--- START ---

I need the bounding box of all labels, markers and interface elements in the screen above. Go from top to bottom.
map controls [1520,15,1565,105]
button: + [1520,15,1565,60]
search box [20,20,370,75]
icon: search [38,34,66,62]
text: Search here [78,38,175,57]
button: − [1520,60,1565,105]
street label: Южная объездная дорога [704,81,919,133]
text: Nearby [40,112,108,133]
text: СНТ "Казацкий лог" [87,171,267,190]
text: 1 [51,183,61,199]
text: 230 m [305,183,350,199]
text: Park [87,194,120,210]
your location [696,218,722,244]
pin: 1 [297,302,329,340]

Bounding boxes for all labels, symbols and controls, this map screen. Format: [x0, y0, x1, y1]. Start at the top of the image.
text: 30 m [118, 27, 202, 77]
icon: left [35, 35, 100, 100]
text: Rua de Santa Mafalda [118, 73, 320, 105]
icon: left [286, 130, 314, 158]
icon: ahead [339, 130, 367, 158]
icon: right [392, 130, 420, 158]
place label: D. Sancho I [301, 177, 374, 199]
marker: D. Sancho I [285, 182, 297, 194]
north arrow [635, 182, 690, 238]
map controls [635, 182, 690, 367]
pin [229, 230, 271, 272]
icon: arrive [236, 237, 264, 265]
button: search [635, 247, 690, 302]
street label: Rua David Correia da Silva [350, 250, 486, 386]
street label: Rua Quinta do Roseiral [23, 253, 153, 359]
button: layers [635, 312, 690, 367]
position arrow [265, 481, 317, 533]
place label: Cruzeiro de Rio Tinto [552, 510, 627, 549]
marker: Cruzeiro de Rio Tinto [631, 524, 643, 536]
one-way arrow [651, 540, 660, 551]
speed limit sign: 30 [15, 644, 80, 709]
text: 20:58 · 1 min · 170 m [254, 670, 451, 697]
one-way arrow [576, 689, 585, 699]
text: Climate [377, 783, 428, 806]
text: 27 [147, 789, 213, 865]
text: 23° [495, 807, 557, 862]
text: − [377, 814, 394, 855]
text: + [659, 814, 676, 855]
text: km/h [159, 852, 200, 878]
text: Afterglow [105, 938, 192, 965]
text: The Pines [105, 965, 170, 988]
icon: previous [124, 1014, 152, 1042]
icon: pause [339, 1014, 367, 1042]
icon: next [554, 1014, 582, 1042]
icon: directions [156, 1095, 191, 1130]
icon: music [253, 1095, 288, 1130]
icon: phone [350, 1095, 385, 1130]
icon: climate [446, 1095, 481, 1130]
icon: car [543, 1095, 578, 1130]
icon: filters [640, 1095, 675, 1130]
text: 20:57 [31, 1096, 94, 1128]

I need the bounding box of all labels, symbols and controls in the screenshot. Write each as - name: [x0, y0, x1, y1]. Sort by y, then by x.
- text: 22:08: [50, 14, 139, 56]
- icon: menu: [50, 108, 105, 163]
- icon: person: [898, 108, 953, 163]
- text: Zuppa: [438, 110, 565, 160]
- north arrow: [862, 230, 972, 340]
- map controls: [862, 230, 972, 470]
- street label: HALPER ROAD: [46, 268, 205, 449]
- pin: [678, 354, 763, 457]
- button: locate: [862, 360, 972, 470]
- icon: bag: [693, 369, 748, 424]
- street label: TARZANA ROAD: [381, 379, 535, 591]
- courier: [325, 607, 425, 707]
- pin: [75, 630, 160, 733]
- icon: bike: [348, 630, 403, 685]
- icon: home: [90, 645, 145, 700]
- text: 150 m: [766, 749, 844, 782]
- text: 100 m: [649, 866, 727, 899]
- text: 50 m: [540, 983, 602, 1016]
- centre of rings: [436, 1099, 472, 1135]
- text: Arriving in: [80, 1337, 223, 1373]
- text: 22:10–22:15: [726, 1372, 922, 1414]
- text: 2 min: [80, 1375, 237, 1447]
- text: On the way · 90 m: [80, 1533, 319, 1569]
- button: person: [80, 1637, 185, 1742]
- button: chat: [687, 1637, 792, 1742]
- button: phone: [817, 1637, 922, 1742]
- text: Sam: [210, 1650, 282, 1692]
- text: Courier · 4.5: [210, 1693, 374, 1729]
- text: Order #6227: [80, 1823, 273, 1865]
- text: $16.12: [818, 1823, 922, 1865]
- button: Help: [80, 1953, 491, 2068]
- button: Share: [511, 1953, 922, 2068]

--- END ---

**Work order:**
Every line of the listing above should be copied word for word.

**Completed task:**
I need the bounding box of all labels, markers and interface elements in the screen above. Go from top to bottom.
map controls [1520,15,1565,105]
button: + [1520,15,1565,60]
search box [20,20,370,75]
icon: search [38,34,66,62]
text: Search here [78,38,175,57]
button: − [1520,60,1565,105]
street label: Южная объездная дорога [704,81,919,133]
text: Nearby [40,112,108,133]
text: СНТ "Казацкий лог" [87,171,267,190]
text: 1 [51,183,61,199]
text: 230 m [305,183,350,199]
text: Park [87,194,120,210]
your location [696,218,722,244]
pin: 1 [297,302,329,340]

Bounding boxes for all labels, symbols and controls, this map screen. Format: [x0, y0, x1, y1]. Start at the top of the image.
text: 30 m [118, 27, 202, 77]
icon: left [35, 35, 100, 100]
text: Rua de Santa Mafalda [118, 73, 320, 105]
icon: left [286, 130, 314, 158]
icon: ahead [339, 130, 367, 158]
icon: right [392, 130, 420, 158]
place label: D. Sancho I [301, 177, 374, 199]
marker: D. Sancho I [285, 182, 297, 194]
north arrow [635, 182, 690, 238]
map controls [635, 182, 690, 367]
pin [229, 230, 271, 272]
icon: arrive [236, 237, 264, 265]
button: search [635, 247, 690, 302]
street label: Rua David Correia da Silva [350, 250, 486, 386]
street label: Rua Quinta do Roseiral [23, 253, 153, 359]
button: layers [635, 312, 690, 367]
position arrow [265, 481, 317, 533]
place label: Cruzeiro de Rio Tinto [552, 510, 627, 549]
marker: Cruzeiro de Rio Tinto [631, 524, 643, 536]
one-way arrow [651, 540, 660, 551]
speed limit sign: 30 [15, 644, 80, 709]
text: 20:58 · 1 min · 170 m [254, 670, 451, 697]
one-way arrow [576, 689, 585, 699]
text: Climate [377, 783, 428, 806]
text: 27 [147, 789, 213, 865]
text: 23° [495, 807, 557, 862]
text: − [377, 814, 394, 855]
text: + [659, 814, 676, 855]
text: km/h [159, 852, 200, 878]
text: Afterglow [105, 938, 192, 965]
text: The Pines [105, 965, 170, 988]
icon: previous [124, 1014, 152, 1042]
icon: pause [339, 1014, 367, 1042]
icon: next [554, 1014, 582, 1042]
icon: directions [156, 1095, 191, 1130]
icon: music [253, 1095, 288, 1130]
icon: phone [350, 1095, 385, 1130]
icon: climate [446, 1095, 481, 1130]
icon: car [543, 1095, 578, 1130]
icon: filters [640, 1095, 675, 1130]
text: 20:57 [31, 1096, 94, 1128]

I need the bounding box of all labels, symbols and controls in the screenshot. Write each as - name: [x0, y0, x1, y1]. Sort by y, then by x.
- text: 22:08: [50, 14, 139, 56]
- icon: menu: [50, 108, 105, 163]
- icon: person: [898, 108, 953, 163]
- text: Zuppa: [438, 110, 565, 160]
- north arrow: [862, 230, 972, 340]
- map controls: [862, 230, 972, 470]
- street label: HALPER ROAD: [46, 268, 205, 449]
- pin: [678, 354, 763, 457]
- button: locate: [862, 360, 972, 470]
- icon: bag: [693, 369, 748, 424]
- street label: TARZANA ROAD: [381, 379, 535, 591]
- courier: [325, 607, 425, 707]
- pin: [75, 630, 160, 733]
- icon: bike: [348, 630, 403, 685]
- icon: home: [90, 645, 145, 700]
- text: 150 m: [766, 749, 844, 782]
- text: 100 m: [649, 866, 727, 899]
- text: 50 m: [540, 983, 602, 1016]
- centre of rings: [436, 1099, 472, 1135]
- text: Arriving in: [80, 1337, 223, 1373]
- text: 22:10–22:15: [726, 1372, 922, 1414]
- text: 2 min: [80, 1375, 237, 1447]
- text: On the way · 90 m: [80, 1533, 319, 1569]
- button: person: [80, 1637, 185, 1742]
- button: chat: [687, 1637, 792, 1742]
- button: phone: [817, 1637, 922, 1742]
- text: Sam: [210, 1650, 282, 1692]
- text: Courier · 4.5: [210, 1693, 374, 1729]
- text: Order #6227: [80, 1823, 273, 1865]
- text: $16.12: [818, 1823, 922, 1865]
- button: Help: [80, 1953, 491, 2068]
- button: Share: [511, 1953, 922, 2068]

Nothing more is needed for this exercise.